What to do – Where a picture appears, leave it out; copy everything else in the records exactly.

>>>>>

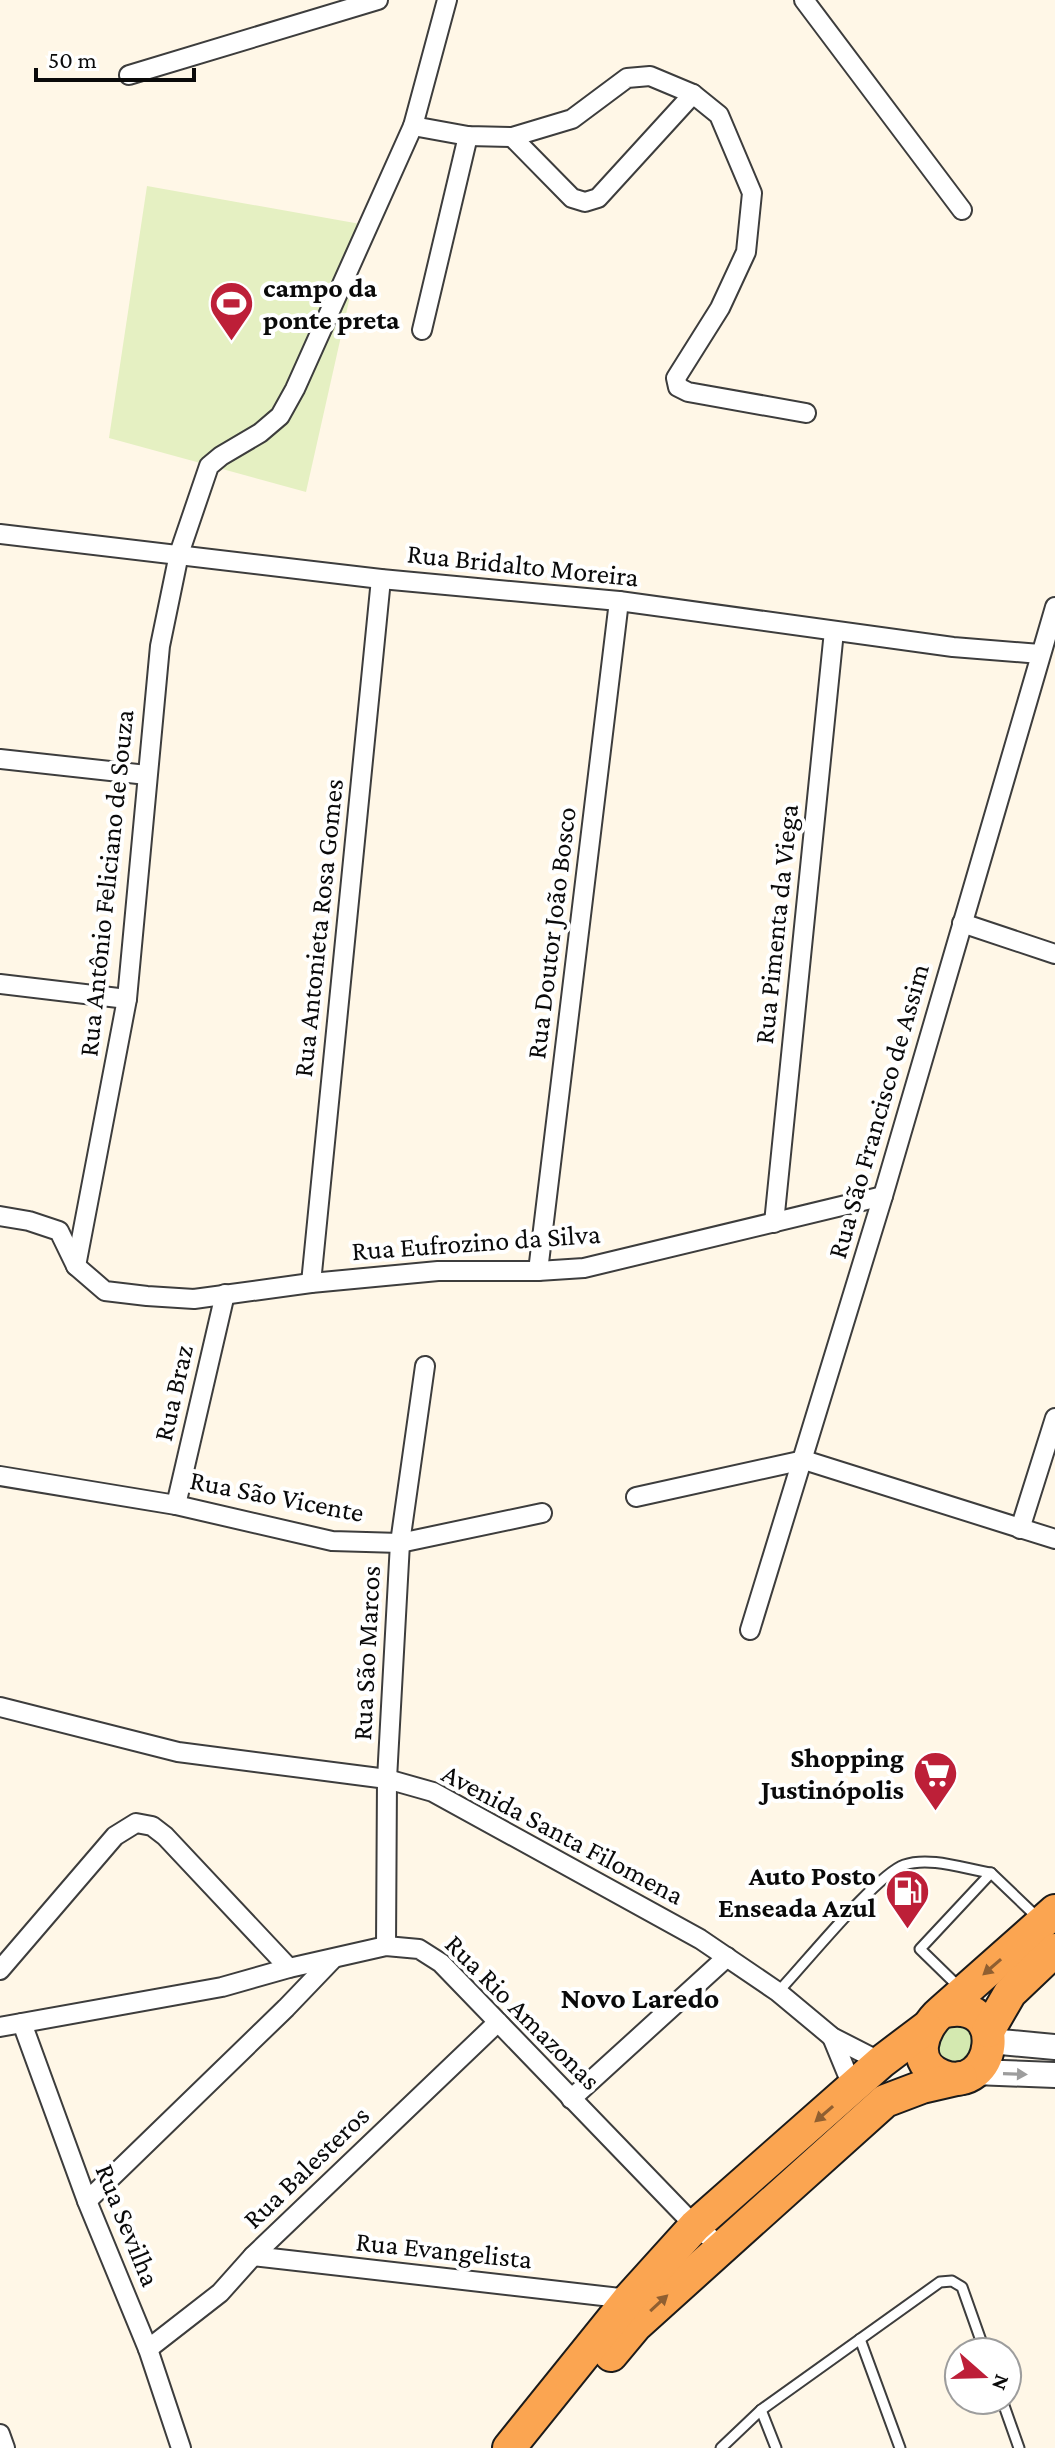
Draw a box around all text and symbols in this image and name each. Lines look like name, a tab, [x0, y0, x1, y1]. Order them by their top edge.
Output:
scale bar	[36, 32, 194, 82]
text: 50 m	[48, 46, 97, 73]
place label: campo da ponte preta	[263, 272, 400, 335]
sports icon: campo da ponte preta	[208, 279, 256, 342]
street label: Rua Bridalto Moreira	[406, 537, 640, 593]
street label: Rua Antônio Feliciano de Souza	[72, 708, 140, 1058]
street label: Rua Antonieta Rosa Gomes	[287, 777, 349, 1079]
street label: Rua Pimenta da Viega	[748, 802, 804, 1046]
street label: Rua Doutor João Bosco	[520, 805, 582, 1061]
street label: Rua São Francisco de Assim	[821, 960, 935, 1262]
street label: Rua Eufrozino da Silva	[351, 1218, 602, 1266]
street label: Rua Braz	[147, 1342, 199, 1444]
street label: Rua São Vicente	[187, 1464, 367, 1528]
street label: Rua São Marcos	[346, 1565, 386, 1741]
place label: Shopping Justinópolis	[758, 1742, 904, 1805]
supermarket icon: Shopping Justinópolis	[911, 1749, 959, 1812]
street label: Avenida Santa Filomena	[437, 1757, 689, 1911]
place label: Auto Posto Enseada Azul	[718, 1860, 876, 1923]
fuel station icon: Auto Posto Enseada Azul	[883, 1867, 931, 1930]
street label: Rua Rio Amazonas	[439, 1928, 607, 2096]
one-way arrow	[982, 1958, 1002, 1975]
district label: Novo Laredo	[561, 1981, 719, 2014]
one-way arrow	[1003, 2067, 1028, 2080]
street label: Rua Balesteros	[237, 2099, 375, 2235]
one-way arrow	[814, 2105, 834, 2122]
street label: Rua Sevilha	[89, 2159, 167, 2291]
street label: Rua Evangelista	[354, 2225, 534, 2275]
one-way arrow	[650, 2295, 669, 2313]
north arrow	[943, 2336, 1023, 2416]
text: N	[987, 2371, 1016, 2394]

<<<<<

Exercise answer –
Draw a box around all text and symbols in this image and name each. Lines look like name, a tab, [x0, y0, x1, y1]. Order them by their top edge.
Output:
scale bar	[36, 32, 194, 82]
text: 50 m	[48, 46, 97, 73]
place label: campo da ponte preta	[263, 272, 400, 335]
sports icon: campo da ponte preta	[208, 279, 256, 342]
street label: Rua Bridalto Moreira	[406, 537, 640, 593]
street label: Rua Antônio Feliciano de Souza	[72, 708, 140, 1058]
street label: Rua Antonieta Rosa Gomes	[287, 777, 349, 1079]
street label: Rua Pimenta da Viega	[748, 802, 804, 1046]
street label: Rua Doutor João Bosco	[520, 805, 582, 1061]
street label: Rua São Francisco de Assim	[821, 960, 935, 1262]
street label: Rua Eufrozino da Silva	[351, 1218, 602, 1266]
street label: Rua Braz	[147, 1342, 199, 1444]
street label: Rua São Vicente	[187, 1464, 367, 1528]
street label: Rua São Marcos	[346, 1565, 386, 1741]
place label: Shopping Justinópolis	[758, 1742, 904, 1805]
supermarket icon: Shopping Justinópolis	[911, 1749, 959, 1812]
street label: Avenida Santa Filomena	[437, 1757, 689, 1911]
place label: Auto Posto Enseada Azul	[718, 1860, 876, 1923]
fuel station icon: Auto Posto Enseada Azul	[883, 1867, 931, 1930]
street label: Rua Rio Amazonas	[439, 1928, 607, 2096]
one-way arrow	[982, 1958, 1002, 1975]
district label: Novo Laredo	[561, 1981, 719, 2014]
one-way arrow	[1003, 2067, 1028, 2080]
street label: Rua Balesteros	[237, 2099, 375, 2235]
one-way arrow	[814, 2105, 834, 2122]
street label: Rua Sevilha	[89, 2159, 167, 2291]
street label: Rua Evangelista	[354, 2225, 534, 2275]
one-way arrow	[650, 2295, 669, 2313]
north arrow	[943, 2336, 1023, 2416]
text: N	[987, 2371, 1016, 2394]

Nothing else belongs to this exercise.